In our Wilson County corner of the world, just outside of the central gem on the buckle of the Bible belt, the dominant celebration seems to be Christmas. We know this from the show of community that rallies around the Christian holiday, but that doesn’t mean that there aren’t Jewish, pagan, Pastafarian and other celebrations going on around the county.
A community is made up of the sum of its parts, which are invariably the people who live there and the things they come together to do. Here at The Democrat, we cover the things the community comes together to do. We don’t discriminate about our coverage. If children were to sing “Hail to the Spaghetti King” at their school’s holiday concert, we would still shoot a live video and share the celebration with our followers.
For me, I don’t really care what you celebrate as long as you don’t go dissing what I believe and celebrate during the season. The stage may be set here for the traditional Christmas style, but in my mind everyone should get a fair share, and everyone else shouldn’t feel threatened by the variety of beliefs.

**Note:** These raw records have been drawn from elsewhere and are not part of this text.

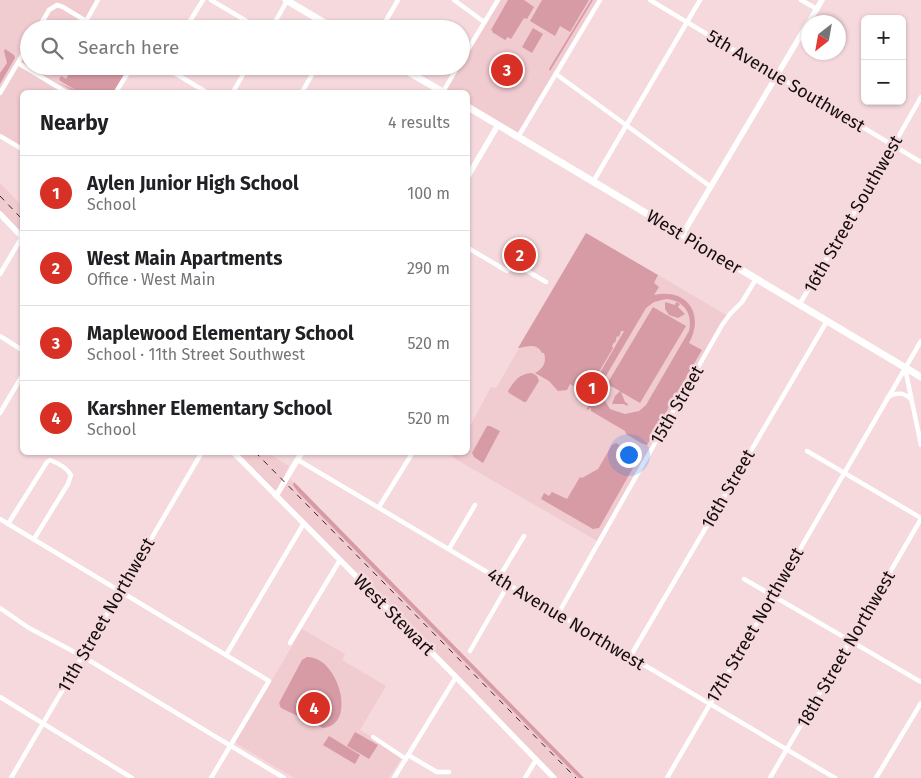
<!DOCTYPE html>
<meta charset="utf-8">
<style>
:root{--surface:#fff;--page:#f2f2f2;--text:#202124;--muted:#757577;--line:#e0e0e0;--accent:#d93025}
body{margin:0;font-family:"Fira Sans",sans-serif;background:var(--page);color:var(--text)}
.controls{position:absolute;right:15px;top:15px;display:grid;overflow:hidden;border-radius:8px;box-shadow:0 1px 4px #0004}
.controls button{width:45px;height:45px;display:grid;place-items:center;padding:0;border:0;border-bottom:1px solid var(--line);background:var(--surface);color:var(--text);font:25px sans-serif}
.compass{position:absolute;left:801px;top:15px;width:45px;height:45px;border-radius:50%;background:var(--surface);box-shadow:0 1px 4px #0004;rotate:211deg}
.you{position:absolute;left:628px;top:454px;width:18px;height:18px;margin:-12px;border:4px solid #fff;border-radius:50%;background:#1a73e8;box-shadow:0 0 0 8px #1a73e833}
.badge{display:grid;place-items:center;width:32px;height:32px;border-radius:50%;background:var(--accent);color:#fff;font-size:16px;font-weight:700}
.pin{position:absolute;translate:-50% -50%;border:2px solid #fff;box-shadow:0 1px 5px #0006}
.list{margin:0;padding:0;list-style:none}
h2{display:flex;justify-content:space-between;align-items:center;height:65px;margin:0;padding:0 20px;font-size:21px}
h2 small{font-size:16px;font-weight:400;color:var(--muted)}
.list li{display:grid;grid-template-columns:32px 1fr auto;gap:15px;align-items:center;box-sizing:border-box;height:75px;padding:0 20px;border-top:1px solid var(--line)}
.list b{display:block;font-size:19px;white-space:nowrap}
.list p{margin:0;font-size:16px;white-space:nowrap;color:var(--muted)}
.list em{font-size:16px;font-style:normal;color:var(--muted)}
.icon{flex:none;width:28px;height:28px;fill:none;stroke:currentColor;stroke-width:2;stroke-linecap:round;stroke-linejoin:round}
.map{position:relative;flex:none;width:921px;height:778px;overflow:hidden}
.search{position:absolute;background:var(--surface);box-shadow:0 1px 4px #0004;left:20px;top:20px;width:450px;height:55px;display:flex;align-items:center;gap:12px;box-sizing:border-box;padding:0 18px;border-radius:28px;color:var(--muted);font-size:19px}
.panel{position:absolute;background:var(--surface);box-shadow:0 1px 4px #0004;left:20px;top:90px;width:450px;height:365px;border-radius:8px}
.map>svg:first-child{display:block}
</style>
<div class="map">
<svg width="921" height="778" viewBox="0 0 921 778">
<rect width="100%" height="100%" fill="#f5d9dd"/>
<g fill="#f0cbd0">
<path d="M0 0H98L86 21 99 29H29V66H132L116 92H22V149L0 136Z"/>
<path d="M498 0H600L518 137 468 107V92H443L458 66H461V61Z"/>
<path d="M0 183 22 206V237L0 214Z"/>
<path d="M586 233 728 316 599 542 452 457 455 453 468 452V430L491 387 496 388Z"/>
<path d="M233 453H268L289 466 285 474 584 778H554Z"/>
<path d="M302 629 345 654 342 660 386 686 360 730 403 756 389 778H294L237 744 236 741Z"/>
</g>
<g fill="#d79ba5" fill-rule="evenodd">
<path d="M508 0H524L534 7 527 19 524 18 511 39 508 37 505 40 492 32 493 31 491 30Z"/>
<path d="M542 0H589L570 32 560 26 555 36 530 21Z"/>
<path d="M591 0H593L550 71 549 69Z"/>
<path d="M533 28 543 34 532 53 522 47Z"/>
<path d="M5 49 14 55 15 58 0 84V73L7 63 4 51Z"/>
<path d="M74 66H129L114 92H75L59 83 77 91 59 80 61 76 66 79Z"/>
<path d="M586 233 658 275 654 283 659 287 654 295C687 288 705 314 689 343L702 350 647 445 641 443 626 434 625 431 591 411V408L586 410 594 396V394L597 395V393L595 394 590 390 624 331H621L619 337 617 336 615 343 614 342 612 346 613 348 586 394 570 384 567 390 558 391 549 381 535 373C543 369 547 362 544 353H542C536 342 528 347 518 348ZM666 299C684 300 693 314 689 331L646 405 639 411 625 414 610 409 602 396 603 381 646 308 654 302Z"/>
<path d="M665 302 675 305 676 302 680 304 678 307 685 314 678 318 669 315 665 309Z"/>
<path d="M653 307 686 326 640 403 621 392 625 402 628 404 627 406 624 404H612L615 396 620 391 607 384Z"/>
<path d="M532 373 537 376 539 381 526 402H524L509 393 508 391C515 380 519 374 532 373Z"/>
<path d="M487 426H490L500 431 483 463 474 457 472 453Z"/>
<path d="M616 443 635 455 638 459 599 528 593 529 541 499 544 493 549 496 552 492 567 499 580 477 582 478 598 469 612 445Z"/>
<path d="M294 482 584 778H579L299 493 293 485Z"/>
<path d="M307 657C338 656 358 725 323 728L281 708 279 703 302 660Z"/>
<path d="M355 732 378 745 369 759 347 746Z"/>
<path d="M329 736 360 755 355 764 323 745Z"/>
</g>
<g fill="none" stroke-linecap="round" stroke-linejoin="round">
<g stroke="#fff" stroke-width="4.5">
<path d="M211 0 260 29"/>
<path d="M454 0 484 22"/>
<path d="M650 0 921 162"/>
<path d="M801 0 817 9"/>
<path d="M86 21 98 0"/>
<path d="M38 29 49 10 57 5 63 7 99 29"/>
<path d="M185 29 203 0"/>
<path d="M271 29 287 1"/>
<path d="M381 29 398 0"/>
<path d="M461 61 498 0"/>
<path d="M18 63 66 92"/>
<path d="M163 66 206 92"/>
<path d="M556 74 711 187"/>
<path d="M116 92 132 66"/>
<path d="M233 92 248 66"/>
<path d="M302 92 317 66"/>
<path d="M443 92 458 66"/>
<path d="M0 93 29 44"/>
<path d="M0 136 22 149"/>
<path d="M518 137 600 0"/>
<path d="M593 182 700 0"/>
<path d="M468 248 507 271 512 266 517 265 546 282"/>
<path d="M0 274 22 237"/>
<path d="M799 305 872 183 921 97"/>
<path d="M0 336 22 350"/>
<path d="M905 368 921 445"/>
<path d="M887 398C896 392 903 392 911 399"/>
<path d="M0 413 22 376"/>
<path d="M807 451 921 518"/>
<path d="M298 460 835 778"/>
<path d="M379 507 413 452"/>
<path d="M0 519 269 681 211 778"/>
<path d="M8 524 47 462 50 460C58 463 67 468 71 475L68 484 34 539"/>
<path d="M449 549 475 505"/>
<path d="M498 579 524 536"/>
<path d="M744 579 921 682"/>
<path d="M0 608 29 628 82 656 284 778"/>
<path d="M558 614 722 325 730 314 742 302 756 279"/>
<path d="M290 643 340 560"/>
<path d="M470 651 508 585"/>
<path d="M226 655 304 523"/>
<path d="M630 657 827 321"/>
<path d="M0 697 132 778"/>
<path d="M373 737 406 759"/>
<path d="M408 755 437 772H449"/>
<path d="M11 778 202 452"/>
<path d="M394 778 456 677"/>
<path d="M525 778 536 760"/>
<path d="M667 778 921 341"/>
<path d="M770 778 921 519"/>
<path d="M876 778 921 703"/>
</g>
<g stroke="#fff" stroke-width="5.5">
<path d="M809 22 822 0"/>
<path d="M468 176 498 125"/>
<path d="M0 214 22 237"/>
<path d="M682 235 808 23"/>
<path d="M233 452 456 677 554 778"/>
<path d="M276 496 302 452"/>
</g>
<g stroke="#fff" stroke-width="7">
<path d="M286 0 335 29"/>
<path d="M398 66 443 92"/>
<path d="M468 107 921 377"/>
</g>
<g stroke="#302526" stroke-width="1" stroke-dasharray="6 6" stroke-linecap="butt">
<path d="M0 196 22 219"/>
<path d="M255 452 576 778"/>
</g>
</g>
<g text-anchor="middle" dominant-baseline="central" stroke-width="5" stroke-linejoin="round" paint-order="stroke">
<g font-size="18" fill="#160d0e" stroke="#f5d9dd">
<text transform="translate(786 81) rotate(31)">5th Avenue Southwest</text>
<text transform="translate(853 214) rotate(-60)">16th Street Southwest</text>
<text transform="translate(694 242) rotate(31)">West Pioneer</text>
<text transform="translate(677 405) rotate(-60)">15th Street</text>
<text transform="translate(728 489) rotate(-60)">16th Street</text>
<text transform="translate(106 615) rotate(-60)">11th Street Northwest</text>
<text transform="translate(394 615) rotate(45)">West Stewart</text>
<text transform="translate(566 619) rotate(31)">4th Avenue Northwest</text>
<text transform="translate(755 625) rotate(-60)">17th Street Northwest</text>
<text transform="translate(846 649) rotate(-60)">18th Street Northwest</text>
</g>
</g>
</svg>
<div class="controls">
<button>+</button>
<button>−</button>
</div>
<svg class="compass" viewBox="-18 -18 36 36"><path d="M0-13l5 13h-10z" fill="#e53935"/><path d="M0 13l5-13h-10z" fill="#757577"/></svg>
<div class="you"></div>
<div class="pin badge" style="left:592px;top:388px">1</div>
<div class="pin badge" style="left:520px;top:255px">2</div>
<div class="pin badge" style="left:507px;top:70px">3</div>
<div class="pin badge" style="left:314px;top:708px">4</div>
<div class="search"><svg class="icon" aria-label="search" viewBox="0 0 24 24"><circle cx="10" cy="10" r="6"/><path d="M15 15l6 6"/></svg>Search here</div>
<section class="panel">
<h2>Nearby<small>4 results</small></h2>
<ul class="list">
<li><span class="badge">1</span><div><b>Aylen Junior High School</b><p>School</p></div><em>100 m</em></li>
<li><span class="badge">2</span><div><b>West Main Apartments</b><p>Office · West Main</p></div><em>290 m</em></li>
<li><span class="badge">3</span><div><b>Maplewood Elementary School</b><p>School · 11th Street Southwest</p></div><em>520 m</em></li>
<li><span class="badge">4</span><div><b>Karshner Elementary School</b><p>School</p></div><em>520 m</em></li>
</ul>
</section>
</div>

For the record, I celebrate this season because of the birth of Jesus Christ. I know he wasn’t born Dec. 25, but I still take time in reverence of the event because the whole idea around the Winter Solstice is a new beginning, and if the birth of Christ doesn’t signal a new beginning, I don’t know what does.
So this year, as those around you flourish their personal flare, maybe put your pitchforks away and just enjoy the spirit of the holiday season. After all, it’s the most wonderful time of the year.